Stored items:

*** Begin section ***

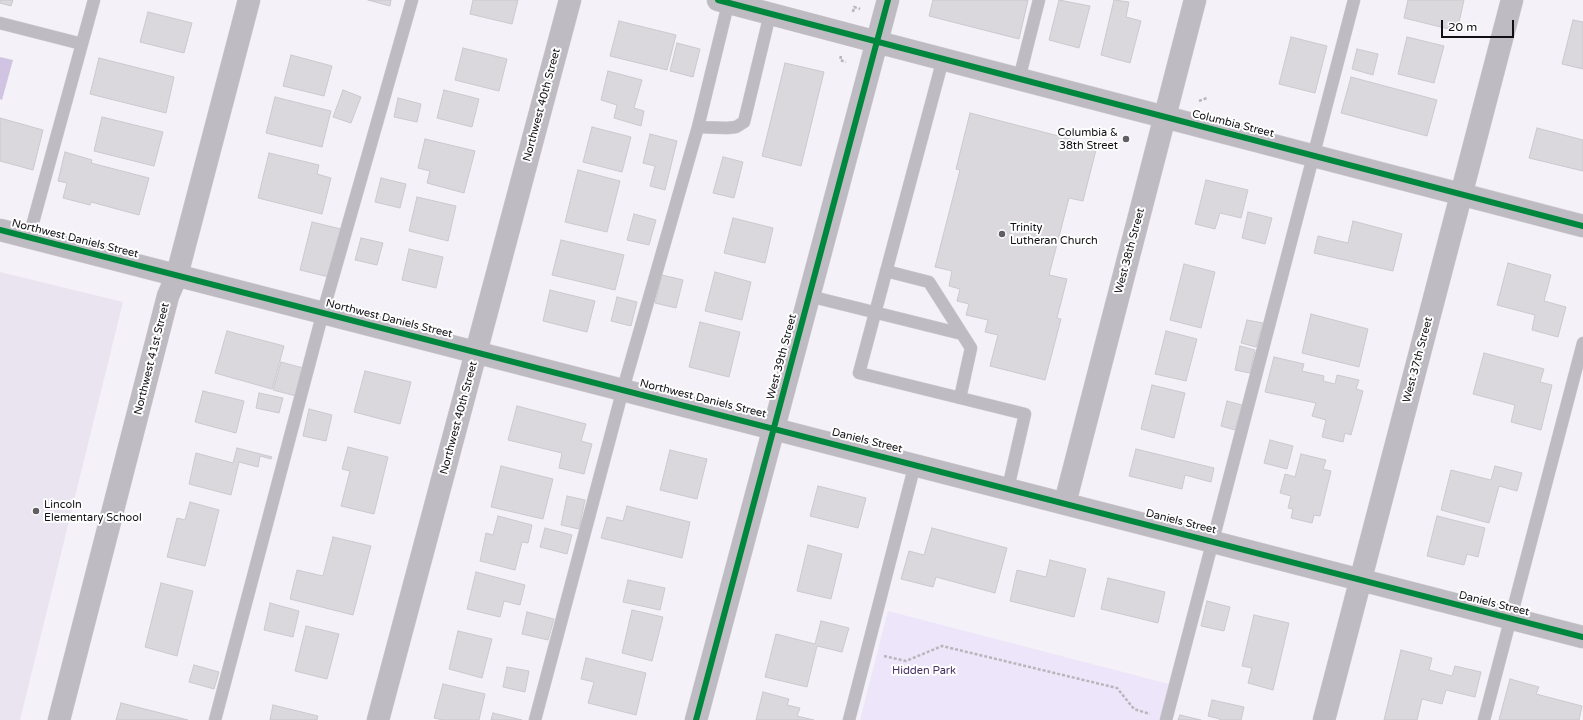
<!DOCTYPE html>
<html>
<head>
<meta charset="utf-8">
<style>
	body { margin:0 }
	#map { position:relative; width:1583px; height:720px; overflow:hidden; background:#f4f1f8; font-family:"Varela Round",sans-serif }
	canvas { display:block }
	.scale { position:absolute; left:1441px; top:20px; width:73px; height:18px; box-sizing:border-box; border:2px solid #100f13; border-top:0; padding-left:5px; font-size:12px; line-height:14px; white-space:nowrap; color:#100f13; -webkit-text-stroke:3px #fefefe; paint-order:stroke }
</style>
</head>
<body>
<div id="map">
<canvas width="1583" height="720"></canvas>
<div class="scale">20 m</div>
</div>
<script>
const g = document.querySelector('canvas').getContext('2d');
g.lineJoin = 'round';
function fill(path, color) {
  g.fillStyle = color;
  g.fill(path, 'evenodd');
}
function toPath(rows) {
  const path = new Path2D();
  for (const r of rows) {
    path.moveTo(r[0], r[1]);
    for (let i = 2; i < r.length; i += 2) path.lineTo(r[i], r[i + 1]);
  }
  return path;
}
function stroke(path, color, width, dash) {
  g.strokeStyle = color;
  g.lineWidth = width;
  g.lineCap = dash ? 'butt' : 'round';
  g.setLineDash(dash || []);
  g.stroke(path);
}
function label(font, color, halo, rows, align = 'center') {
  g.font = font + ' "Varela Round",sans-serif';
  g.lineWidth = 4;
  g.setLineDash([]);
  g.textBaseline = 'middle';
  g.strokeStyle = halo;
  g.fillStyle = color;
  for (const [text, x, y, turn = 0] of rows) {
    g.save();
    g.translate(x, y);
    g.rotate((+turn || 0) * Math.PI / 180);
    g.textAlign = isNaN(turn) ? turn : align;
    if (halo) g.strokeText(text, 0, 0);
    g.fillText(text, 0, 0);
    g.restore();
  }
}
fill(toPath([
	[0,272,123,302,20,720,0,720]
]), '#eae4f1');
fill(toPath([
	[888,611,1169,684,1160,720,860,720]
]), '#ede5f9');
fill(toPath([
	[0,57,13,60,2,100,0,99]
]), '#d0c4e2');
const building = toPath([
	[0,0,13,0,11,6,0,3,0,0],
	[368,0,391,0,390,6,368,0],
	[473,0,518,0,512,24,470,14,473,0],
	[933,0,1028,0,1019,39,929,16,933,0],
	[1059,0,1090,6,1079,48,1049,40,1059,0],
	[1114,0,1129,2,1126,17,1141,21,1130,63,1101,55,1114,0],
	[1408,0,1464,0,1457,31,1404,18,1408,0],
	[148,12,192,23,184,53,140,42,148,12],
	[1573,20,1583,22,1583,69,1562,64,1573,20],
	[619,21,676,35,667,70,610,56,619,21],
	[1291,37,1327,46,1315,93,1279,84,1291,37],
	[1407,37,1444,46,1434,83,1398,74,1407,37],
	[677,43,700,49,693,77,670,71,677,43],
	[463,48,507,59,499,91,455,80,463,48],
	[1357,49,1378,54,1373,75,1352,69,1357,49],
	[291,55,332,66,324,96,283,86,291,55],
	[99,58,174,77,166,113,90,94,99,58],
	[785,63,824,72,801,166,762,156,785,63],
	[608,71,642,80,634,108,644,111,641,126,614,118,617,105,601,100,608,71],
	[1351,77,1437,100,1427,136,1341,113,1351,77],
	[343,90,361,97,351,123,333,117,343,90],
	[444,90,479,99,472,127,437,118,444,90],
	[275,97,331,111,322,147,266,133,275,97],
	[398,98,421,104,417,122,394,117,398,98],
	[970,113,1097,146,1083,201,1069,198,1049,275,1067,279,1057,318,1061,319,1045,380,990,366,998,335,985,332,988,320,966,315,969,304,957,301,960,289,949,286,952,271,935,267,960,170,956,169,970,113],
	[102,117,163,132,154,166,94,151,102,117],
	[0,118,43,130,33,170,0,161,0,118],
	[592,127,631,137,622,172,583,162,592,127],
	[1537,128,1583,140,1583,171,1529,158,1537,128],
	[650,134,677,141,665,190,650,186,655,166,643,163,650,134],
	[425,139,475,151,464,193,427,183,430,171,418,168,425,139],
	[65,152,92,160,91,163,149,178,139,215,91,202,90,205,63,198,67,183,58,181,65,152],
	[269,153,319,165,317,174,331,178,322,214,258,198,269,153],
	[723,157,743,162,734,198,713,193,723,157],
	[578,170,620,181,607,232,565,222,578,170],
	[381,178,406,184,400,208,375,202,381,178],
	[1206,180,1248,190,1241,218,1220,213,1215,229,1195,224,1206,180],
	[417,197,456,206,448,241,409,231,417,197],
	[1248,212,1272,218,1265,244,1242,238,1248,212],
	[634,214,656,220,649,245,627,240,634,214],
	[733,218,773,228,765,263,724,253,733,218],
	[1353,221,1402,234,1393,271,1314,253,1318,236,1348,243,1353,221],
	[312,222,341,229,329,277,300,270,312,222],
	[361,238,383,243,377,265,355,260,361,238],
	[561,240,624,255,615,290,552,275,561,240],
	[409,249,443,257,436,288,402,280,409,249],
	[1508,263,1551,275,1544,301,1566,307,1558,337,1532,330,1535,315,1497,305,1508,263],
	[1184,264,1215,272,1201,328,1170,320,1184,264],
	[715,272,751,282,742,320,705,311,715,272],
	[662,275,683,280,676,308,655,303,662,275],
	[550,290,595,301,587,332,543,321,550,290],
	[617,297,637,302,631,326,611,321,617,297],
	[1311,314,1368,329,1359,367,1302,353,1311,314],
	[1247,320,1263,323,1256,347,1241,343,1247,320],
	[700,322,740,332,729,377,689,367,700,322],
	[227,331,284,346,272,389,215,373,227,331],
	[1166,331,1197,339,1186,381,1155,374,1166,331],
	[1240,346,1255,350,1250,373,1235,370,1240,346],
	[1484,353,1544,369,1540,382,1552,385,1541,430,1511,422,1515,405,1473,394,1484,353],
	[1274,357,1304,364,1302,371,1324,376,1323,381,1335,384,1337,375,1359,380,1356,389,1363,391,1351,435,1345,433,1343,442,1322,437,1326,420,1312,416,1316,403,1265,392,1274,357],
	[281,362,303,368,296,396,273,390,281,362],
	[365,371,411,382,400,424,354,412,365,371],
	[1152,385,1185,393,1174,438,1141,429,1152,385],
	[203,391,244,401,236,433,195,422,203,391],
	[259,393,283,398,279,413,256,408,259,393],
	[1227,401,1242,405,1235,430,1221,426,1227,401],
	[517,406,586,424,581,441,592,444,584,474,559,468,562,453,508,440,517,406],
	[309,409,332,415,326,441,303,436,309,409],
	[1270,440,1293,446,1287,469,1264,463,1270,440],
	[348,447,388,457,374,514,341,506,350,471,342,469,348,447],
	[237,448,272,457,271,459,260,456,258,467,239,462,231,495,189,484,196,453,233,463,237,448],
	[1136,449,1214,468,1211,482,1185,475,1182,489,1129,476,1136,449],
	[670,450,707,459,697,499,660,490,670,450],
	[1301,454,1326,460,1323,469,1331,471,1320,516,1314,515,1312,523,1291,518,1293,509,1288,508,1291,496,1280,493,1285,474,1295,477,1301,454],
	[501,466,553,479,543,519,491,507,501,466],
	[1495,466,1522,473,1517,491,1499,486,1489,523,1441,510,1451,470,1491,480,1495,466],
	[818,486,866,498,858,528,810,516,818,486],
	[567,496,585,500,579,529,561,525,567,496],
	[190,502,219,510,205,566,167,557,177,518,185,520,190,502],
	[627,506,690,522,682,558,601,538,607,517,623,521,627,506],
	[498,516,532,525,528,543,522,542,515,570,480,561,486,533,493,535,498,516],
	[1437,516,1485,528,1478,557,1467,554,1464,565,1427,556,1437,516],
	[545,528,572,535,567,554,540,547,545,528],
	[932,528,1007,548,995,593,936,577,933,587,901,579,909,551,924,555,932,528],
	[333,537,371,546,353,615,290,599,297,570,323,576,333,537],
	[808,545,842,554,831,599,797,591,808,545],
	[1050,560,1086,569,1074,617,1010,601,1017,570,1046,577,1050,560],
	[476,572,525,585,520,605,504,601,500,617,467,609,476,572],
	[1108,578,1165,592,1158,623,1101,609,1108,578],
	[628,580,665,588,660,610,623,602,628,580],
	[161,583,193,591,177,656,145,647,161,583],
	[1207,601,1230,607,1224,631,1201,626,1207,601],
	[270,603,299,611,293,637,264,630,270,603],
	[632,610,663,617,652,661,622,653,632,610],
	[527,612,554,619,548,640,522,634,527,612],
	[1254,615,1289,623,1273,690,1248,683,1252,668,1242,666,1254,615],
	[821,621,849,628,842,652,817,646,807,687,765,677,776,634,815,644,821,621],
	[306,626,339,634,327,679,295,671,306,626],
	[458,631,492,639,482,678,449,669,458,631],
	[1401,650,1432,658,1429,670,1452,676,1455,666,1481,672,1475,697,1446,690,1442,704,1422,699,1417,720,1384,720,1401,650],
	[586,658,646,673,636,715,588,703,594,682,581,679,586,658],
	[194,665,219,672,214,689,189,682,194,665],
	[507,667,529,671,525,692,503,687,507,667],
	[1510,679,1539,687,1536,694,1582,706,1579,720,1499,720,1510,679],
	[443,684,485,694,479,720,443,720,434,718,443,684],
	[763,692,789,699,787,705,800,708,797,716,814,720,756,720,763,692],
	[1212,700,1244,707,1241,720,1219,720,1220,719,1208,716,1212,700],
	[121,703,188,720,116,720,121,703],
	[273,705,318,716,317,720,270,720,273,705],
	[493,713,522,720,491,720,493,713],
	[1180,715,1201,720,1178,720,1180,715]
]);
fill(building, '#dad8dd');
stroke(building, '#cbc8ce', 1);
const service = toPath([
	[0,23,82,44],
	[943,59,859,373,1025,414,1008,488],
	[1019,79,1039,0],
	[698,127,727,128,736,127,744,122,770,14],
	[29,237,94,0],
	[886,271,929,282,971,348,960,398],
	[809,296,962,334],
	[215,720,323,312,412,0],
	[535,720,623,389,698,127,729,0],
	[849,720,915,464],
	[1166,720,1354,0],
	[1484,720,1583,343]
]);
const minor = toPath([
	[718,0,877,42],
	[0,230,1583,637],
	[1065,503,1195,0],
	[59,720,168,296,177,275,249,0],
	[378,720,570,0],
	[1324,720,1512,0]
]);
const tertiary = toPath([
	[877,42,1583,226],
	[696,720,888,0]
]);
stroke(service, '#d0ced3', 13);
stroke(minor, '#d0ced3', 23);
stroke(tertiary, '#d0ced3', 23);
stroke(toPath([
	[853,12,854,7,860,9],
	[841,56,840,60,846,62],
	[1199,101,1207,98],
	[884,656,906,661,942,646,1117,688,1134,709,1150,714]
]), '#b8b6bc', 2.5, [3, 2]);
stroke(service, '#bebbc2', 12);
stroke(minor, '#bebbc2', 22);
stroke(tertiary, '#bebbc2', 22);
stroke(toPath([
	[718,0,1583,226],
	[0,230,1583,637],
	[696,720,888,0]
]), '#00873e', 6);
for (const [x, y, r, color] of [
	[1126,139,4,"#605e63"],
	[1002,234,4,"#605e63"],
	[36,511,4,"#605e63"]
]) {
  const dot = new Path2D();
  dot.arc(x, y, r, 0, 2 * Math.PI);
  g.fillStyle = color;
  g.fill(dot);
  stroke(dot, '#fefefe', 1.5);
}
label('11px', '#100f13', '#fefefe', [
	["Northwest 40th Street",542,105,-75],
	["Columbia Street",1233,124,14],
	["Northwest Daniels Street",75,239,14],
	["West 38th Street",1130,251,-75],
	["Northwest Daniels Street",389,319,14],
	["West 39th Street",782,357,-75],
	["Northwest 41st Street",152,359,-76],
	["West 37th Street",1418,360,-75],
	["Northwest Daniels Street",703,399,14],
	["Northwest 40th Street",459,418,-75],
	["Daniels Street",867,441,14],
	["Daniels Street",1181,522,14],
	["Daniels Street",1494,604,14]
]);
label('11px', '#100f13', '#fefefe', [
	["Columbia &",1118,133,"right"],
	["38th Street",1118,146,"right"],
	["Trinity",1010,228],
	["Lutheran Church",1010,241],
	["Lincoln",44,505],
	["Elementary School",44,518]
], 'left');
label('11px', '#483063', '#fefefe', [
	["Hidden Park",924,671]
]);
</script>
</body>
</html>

*** End section ***

EXERCISE DETAILS: Every line of the data above that includes "strokeStyle" should be listed.

RESULT OF THE TASK:
  g.strokeStyle = color;
  g.strokeStyle = halo;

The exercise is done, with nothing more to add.